The rest of the speakers in the session had been handpicked by Dilek and Moores in the Spring. After the submissions deadline, Ward’s abstract showed up.
“It popped in our system out of nowhere,” Dilek said. The first red flag, Dilek said, was the “absurdly long” title of the abstract—Moving Plate Tectonics to the Next Level of Detail by Understanding How Plate Tectonics Controls Sudden Global Warming, Slow Incremental Global Cool, Air Temperatures, ocean Temperatures, Ocean Acidification, Dominant Species, Mass Extinction, and the Major and Minor Subdivision of the Geologic Time Scale.
“That was just so abnormal and unusual,” Dilek said. “I immediately called Eldridge and asked, ‘Do you know him?’” He didn’t.
“I’m looking at his abstract title and shaking my head… But you can’t reject somebody based on that,” Dilek said. The rest of the abstract seemed fine, just a historical review of volcanic eruptions and their aftermath. Dilek and Moores thought it could make for a light wrapping-up talk at the end of the session.
The talk went smoothly, Dilek said. Much of the historical review wasn’t new to the scientific community, according to Dilek, and no one from the audience had a question or any objection.
Dilek was surprised when told about Ward’s press release and how it had connected the GSA presentation to bigger claims about climate change. “I don’t appreciate that,” he said.
For those in the audience who were more tuned into Ward’s previous communications, hearing the subtler message through the historical review was easier.
“His thoughts on volcanic emissions, atmospheric heating, etc. were not supported with a single slide of data,” said John Wakabayashi, professor at Earth and Environmental Sciences at California State University, Fresno, who also presented at the same session and heard Ward’s presentation.
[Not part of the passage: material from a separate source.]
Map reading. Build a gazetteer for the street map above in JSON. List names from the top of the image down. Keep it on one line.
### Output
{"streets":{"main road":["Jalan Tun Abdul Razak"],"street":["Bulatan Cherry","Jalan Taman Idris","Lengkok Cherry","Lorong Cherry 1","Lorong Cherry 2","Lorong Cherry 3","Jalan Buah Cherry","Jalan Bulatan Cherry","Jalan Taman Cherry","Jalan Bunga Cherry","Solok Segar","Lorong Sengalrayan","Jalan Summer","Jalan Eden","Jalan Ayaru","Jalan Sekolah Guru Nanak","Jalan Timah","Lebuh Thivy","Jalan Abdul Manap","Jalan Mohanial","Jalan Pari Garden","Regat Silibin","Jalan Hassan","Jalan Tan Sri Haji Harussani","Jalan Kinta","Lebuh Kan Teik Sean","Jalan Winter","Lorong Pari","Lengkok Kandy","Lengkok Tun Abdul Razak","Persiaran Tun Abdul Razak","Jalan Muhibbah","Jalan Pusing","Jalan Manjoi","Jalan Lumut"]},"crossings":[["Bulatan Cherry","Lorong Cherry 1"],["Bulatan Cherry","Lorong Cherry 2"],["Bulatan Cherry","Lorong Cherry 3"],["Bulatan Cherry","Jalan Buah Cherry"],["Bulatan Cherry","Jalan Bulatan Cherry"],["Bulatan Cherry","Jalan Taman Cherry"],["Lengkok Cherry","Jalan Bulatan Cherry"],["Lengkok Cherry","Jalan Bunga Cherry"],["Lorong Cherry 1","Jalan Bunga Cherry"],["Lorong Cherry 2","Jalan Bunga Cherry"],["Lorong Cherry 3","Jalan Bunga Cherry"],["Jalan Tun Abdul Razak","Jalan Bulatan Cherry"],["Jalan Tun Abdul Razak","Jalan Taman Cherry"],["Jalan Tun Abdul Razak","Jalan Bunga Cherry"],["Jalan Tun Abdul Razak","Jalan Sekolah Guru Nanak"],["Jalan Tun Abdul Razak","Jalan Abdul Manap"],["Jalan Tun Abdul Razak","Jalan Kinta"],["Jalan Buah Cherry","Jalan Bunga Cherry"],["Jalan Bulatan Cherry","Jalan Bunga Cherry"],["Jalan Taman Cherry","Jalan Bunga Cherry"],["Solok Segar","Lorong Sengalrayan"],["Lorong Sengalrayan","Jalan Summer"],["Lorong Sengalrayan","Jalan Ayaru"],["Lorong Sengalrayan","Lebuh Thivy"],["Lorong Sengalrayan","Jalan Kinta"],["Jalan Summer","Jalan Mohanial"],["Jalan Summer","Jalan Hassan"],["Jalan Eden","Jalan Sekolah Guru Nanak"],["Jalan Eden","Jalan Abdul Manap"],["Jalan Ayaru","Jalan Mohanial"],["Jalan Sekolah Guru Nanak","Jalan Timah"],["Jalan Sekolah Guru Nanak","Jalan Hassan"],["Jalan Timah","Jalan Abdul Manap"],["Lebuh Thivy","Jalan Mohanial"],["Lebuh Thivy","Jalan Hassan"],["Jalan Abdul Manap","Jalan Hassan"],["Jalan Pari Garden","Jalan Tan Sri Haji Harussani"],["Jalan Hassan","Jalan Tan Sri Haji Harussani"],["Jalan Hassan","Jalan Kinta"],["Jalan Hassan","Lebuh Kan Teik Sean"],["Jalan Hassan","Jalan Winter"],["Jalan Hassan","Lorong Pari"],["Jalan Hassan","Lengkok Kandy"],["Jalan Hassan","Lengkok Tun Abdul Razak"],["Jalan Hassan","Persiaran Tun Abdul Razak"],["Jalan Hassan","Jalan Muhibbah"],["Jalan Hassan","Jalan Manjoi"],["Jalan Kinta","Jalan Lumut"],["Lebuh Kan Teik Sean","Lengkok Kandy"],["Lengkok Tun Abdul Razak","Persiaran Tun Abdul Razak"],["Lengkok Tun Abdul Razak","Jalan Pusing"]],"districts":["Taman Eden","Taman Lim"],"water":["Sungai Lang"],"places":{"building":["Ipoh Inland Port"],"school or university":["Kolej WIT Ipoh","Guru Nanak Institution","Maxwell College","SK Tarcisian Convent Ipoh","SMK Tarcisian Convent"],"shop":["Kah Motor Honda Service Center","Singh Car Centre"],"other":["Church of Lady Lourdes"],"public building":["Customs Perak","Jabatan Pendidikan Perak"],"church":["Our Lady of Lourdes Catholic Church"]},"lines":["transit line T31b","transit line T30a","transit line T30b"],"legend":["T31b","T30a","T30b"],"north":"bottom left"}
But the topic of the session was plate tectonics, not climate change, he added. “The majority of the audience there undoubtedly disagreed with Peter Ward’s conclusions but did not feel that this was the forum to debate him.”
The GSA stood by its decision to host Ward.
“Our meeting is extremely open and we encourage inclusion and diversity of thought,” the GSA’s Stratton said. “That said, we know sometimes science can be controversial and we leave up it to scientists at the meeting to review it.”
Others weren’t so sure. “He is using it to lend some credibility to his terrible science,” Karin Kirk, a geologist and science communicator, told The Daily Beast.
“What we should probably be doing is more forcefully rebutting these flawed ideas,” Rice said. “I do think the media has a role to play in terms of making the public more aware of what we regard as credible scientific information, and what is regarded as nonsense.”
On YouTube, Ward has a channel where he uploads videos of his conference talks, and he plans to produce a series of videos outlining his climate change theory, he said.
Has Ward changed anyone’s mind yet? “I’m getting close,” he said.